The second illustrative embodiment of the present invention augments the first illustrative embodiment by adding the audio content associated with the drag-and-dropped document to the audio content of the outgoing media stream. For example, if a user drag-and-drops an icon for a Windows Media Video (WMV) file onto a videoconference application window, audio content from the WMV file (e.g., background music, etc.) is transmitted in addition to the live-audio capture, and the live-video capture is supplanted with the video content of the WMV file. When the user subsequently drag-and-drops the WMV file icon away from the window, the transmitted audio content reverts to the live-audio capture only, and the transmitted video content reverts to the live-video capture.
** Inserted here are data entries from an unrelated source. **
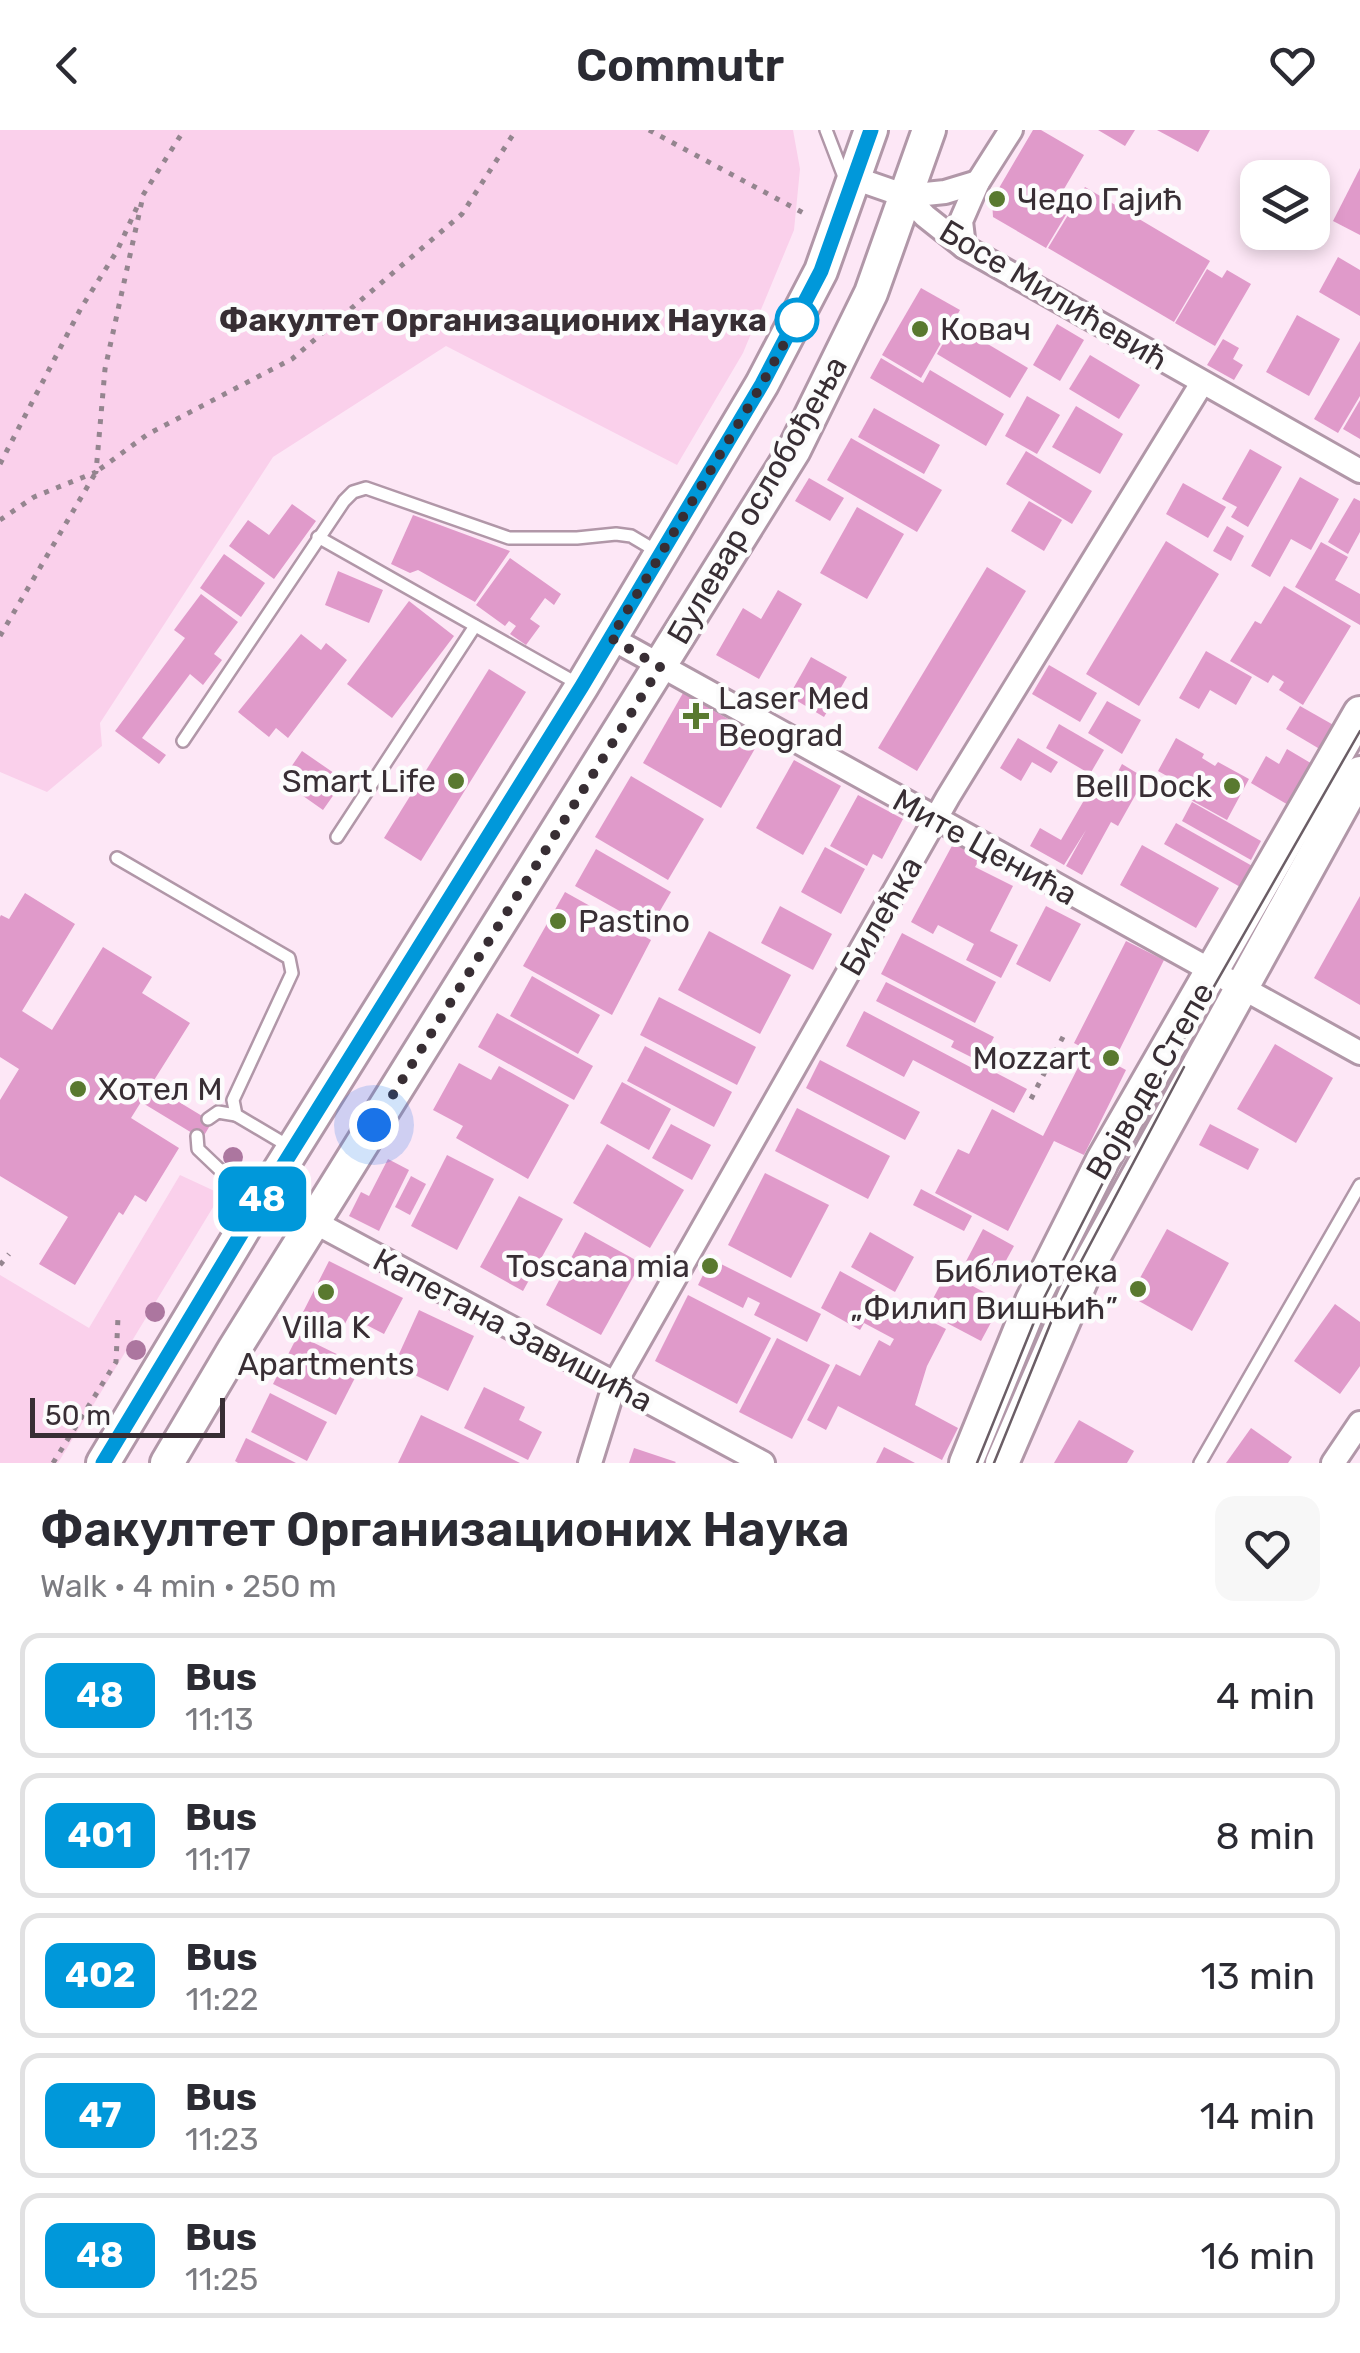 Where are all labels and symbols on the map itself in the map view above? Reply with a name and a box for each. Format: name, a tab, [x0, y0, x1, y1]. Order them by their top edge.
place label: Чедо Гајић	[1017, 180, 1183, 218]
marker: Чедо Гајић	[986, 188, 1008, 210]
street label: Босе Милићевић	[933, 212, 1175, 378]
marker: Факултет Организационих Наука	[776, 299, 818, 341]
place label: Факултет Организационих Наука	[219, 301, 767, 339]
place label: Ковач	[940, 310, 1031, 348]
marker: Ковач	[909, 318, 931, 340]
street label: Булевар ослобођења	[659, 349, 855, 651]
place label: Laser Med Beograd	[718, 679, 870, 754]
marker: Laser Med Beograd	[683, 703, 709, 729]
place label: Smart Life	[282, 762, 436, 800]
place label: Bell Dock	[1075, 767, 1212, 805]
marker: Smart Life	[445, 770, 467, 792]
marker: Bell Dock	[1221, 775, 1243, 797]
street label: Мите Ценића	[886, 781, 1084, 913]
street label: Билећка	[832, 850, 930, 982]
place label: Pastino	[578, 902, 690, 940]
marker: Pastino	[547, 910, 569, 932]
street label: Војводе Степе	[1078, 976, 1222, 1186]
place label: Mozzart	[972, 1039, 1091, 1077]
marker: Mozzart	[1100, 1047, 1122, 1069]
place label: Хотел М	[98, 1070, 223, 1108]
marker: Хотел М	[67, 1078, 89, 1100]
your location	[349, 1100, 399, 1150]
line badge: 48	[217, 1166, 307, 1232]
street label: Капетана Завишића	[367, 1240, 659, 1420]
place label: Toscana mia	[506, 1247, 690, 1285]
place label: Библиотека „Филип Вишњић”	[850, 1252, 1118, 1327]
marker: Toscana mia	[699, 1255, 721, 1277]
marker: Библиотека „Филип Вишњић”	[1127, 1278, 1149, 1300]
marker: Villa K Apartments	[315, 1281, 337, 1303]
place label: Villa K Apartments	[237, 1308, 415, 1383]
scale bar	[30, 1393, 225, 1438] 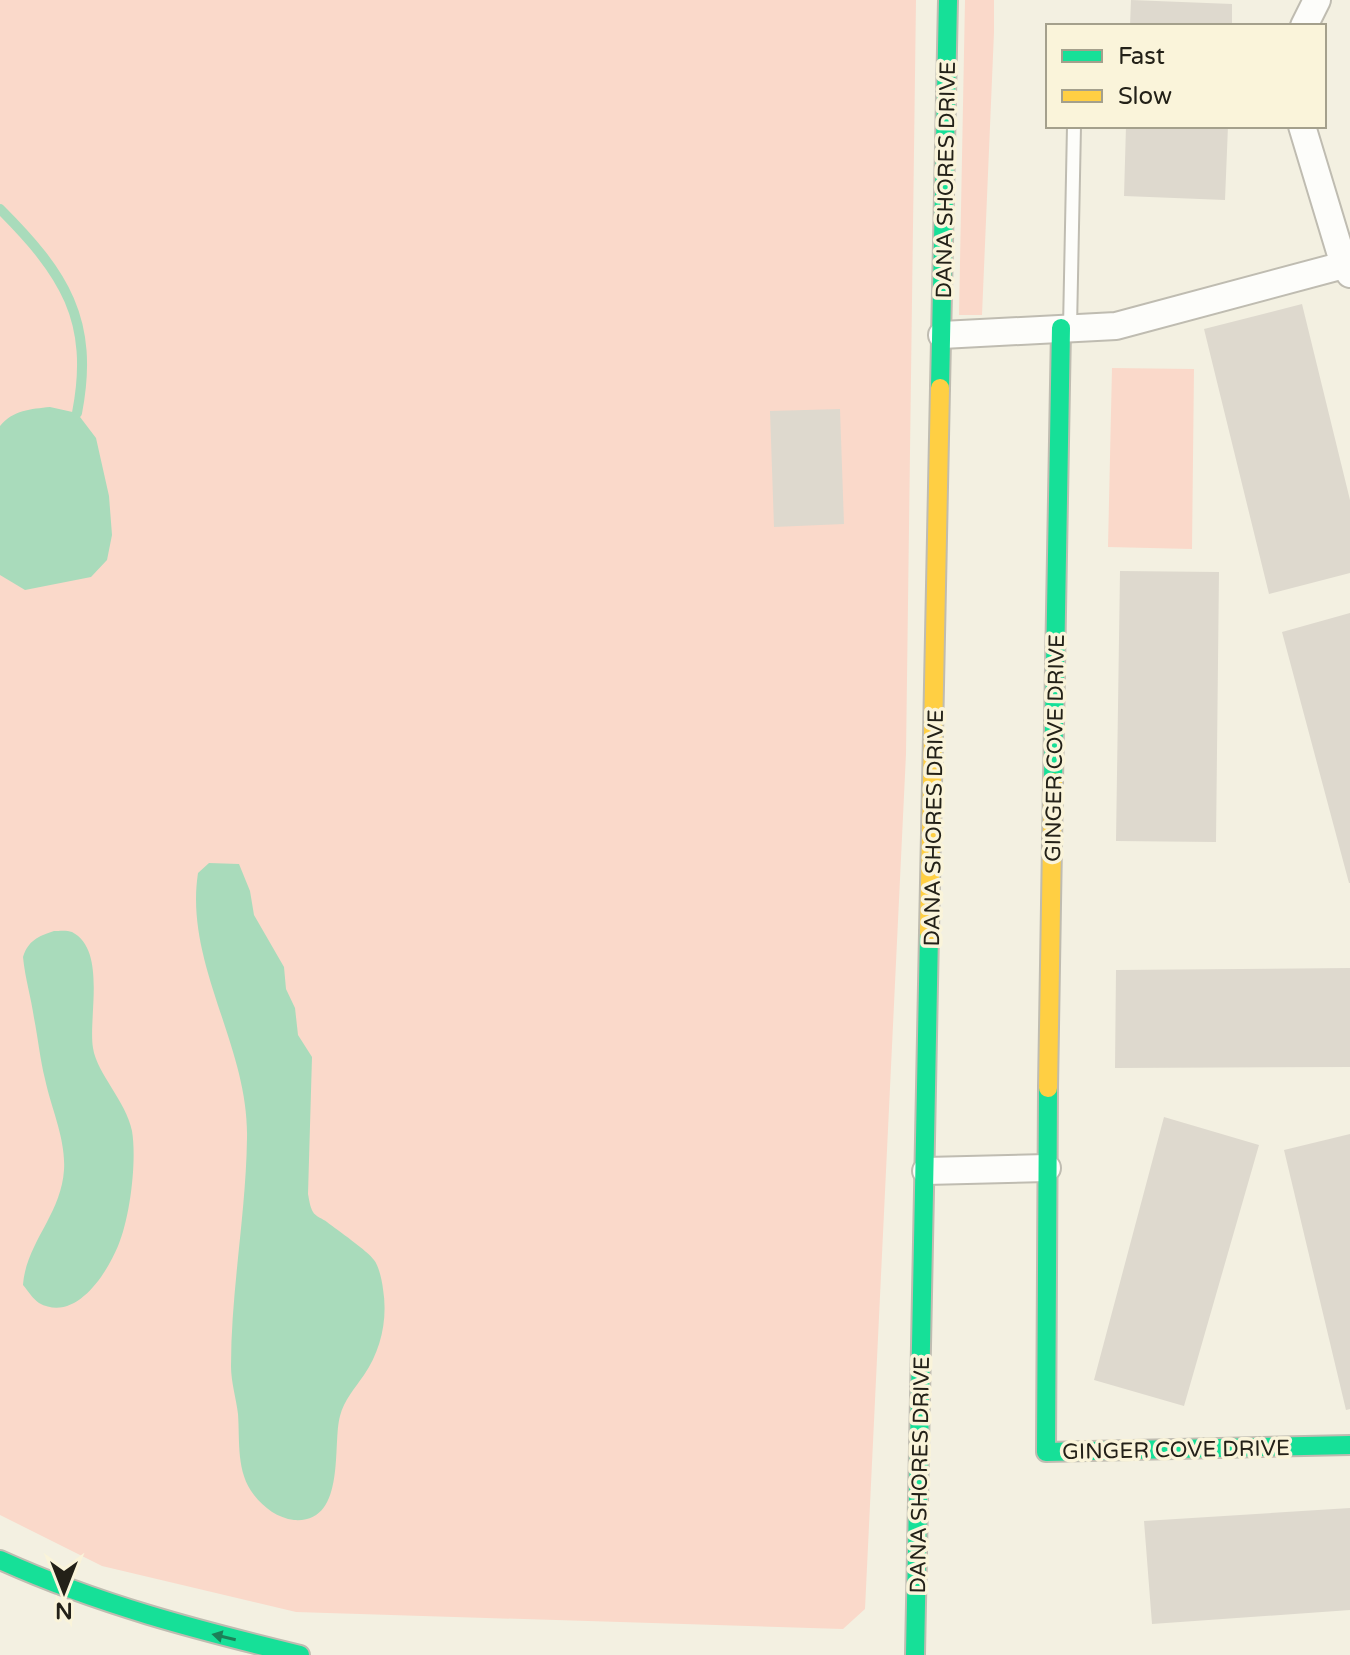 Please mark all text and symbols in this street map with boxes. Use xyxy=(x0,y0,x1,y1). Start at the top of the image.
legend xyxy=(1046,24,1326,128)
text: Fast xyxy=(1118,42,1165,71)
street label: DANA SHORES DRIVE xyxy=(931,61,961,299)
text: Slow xyxy=(1118,82,1172,111)
street label: GINGER COVE DRIVE xyxy=(1040,634,1070,862)
street label: DANA SHORES DRIVE xyxy=(919,709,949,947)
street label: DANA SHORES DRIVE xyxy=(905,1356,935,1594)
street label: GINGER COVE DRIVE xyxy=(1062,1435,1290,1465)
north arrow xyxy=(24,1551,104,1631)
text: N xyxy=(55,1597,73,1623)
one-way arrow xyxy=(211,1631,236,1643)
In the third illustrative embodiment of the present invention, the roles of the audio content and video content are reversed. In other words, the video content of a drag-and-dropped document is added to the live-video capture (e.g., shown side-by-side in a split-screen window, superimposed, etc.) and the live-audio capture is supplanted with the audio content of the document.

The illustrative embodiment comprises: (a) transmitting to a remote telecommunications terminal a first media stream that comprises a first video signal and an audio signal; (b) receiving from the remote telecommunications terminal a second media stream; and (c) when a first graphical object that is associated with a document is drag-and-dropped in a graphical user interface onto a second graphical object that is associated with the first media stream, supplanting the first video signal in the first media stream with a second video signal that is based on the document.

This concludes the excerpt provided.